I previously used Stolloween's paper clay on a test dragon I made (you've seen him in the corpse group photo) and I wasn't exactly enamored of it. However, I was thinking that was because I didn't make the clay properly and so wanted to give it another go. I figured my Acolyte head would be a good place to restart.

While I've been building my props, I've also been looking at Dan Reeder's website, Gourmet Paper Mache, and reading through his book "Papier-Mache Monsters." His technique for constructing the mache forms look so easy when he did it I thought it would also be a good time to implement that style too. Okay, admittedly I've got to practice a little bit more with this whole thing, but in the end I decided I really liked both. I'm willing to use these methods again and again. I think things will improve as I move forward.

What I like about Reeder's mache method is that it's not the time consuming strip mache style commonly used. He uses big sheets of paper, or only slightly smaller torn sheets. It saves bundles of time for a similar outcome.

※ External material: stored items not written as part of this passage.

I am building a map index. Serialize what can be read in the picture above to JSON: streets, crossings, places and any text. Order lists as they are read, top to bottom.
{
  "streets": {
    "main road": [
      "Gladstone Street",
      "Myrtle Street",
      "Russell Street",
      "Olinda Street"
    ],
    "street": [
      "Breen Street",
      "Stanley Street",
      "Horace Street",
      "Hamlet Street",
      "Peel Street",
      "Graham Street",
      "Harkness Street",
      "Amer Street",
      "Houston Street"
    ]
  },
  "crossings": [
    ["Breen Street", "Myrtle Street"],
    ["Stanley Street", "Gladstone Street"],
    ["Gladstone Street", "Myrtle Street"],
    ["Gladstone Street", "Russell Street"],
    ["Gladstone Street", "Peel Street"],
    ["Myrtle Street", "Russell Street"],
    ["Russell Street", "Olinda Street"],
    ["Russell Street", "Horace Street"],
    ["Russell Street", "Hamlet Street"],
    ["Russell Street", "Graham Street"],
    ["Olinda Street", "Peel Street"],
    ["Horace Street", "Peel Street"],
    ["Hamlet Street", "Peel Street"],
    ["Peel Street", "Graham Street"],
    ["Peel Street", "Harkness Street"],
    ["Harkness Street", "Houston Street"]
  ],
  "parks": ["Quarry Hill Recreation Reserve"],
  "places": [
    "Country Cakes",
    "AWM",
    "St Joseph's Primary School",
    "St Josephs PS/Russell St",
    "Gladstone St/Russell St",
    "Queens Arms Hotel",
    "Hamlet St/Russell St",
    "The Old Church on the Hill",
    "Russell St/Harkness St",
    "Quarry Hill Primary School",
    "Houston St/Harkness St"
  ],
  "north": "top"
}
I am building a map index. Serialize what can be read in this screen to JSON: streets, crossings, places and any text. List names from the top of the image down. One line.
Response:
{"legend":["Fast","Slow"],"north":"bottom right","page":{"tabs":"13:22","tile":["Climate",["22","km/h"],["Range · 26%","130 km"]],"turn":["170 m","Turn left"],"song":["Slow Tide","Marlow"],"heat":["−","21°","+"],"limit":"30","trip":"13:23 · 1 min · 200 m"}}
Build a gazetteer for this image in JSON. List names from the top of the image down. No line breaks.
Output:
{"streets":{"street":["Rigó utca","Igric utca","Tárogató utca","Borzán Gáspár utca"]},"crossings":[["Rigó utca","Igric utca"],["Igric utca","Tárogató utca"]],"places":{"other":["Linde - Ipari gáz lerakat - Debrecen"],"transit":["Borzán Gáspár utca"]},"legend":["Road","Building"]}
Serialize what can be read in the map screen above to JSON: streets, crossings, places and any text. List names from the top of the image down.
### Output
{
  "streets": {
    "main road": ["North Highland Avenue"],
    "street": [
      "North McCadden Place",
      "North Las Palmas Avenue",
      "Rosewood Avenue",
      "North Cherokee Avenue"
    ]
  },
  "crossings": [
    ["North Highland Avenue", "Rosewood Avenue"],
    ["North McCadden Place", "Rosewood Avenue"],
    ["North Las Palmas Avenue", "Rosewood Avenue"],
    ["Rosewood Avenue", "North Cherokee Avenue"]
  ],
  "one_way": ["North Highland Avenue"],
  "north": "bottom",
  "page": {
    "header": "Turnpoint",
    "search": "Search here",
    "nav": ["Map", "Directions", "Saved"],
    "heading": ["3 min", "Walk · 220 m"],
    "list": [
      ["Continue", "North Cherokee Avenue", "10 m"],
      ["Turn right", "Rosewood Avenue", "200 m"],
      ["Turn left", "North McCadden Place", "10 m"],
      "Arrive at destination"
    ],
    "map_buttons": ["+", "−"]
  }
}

Once I had my basic head shape, I switched to Stolloween's paper clay to add details such as a more prominent nose, brows, etc. Once that dried, I went back to Reeder and used his cloth mache. This adds a lot of character to the features but will be an area that I'll need to use a little more patience with. The resulting face looked a little too "busy." Although in the daylight the Acolyte's head doesn't look all that great, at night -- under an LED spotlight -- he'll look creepy enough!

Inspired as I was, I decided to use both techniques to build my next prop, the Pumpkin Reaper. There's a little bit of Grim Hollow Haunt's pumpkin creep (I forget what John Graham calls it) but I think mine will be different in several respects. Right now, though, all I've got is the beginnings of the pumpkin head -- papier mache underneath, paper clay on top to accentuate the ribbing. Tomorrow I'll be adding the cloth mache and that's where the differences will really become apparent (or so I hope!).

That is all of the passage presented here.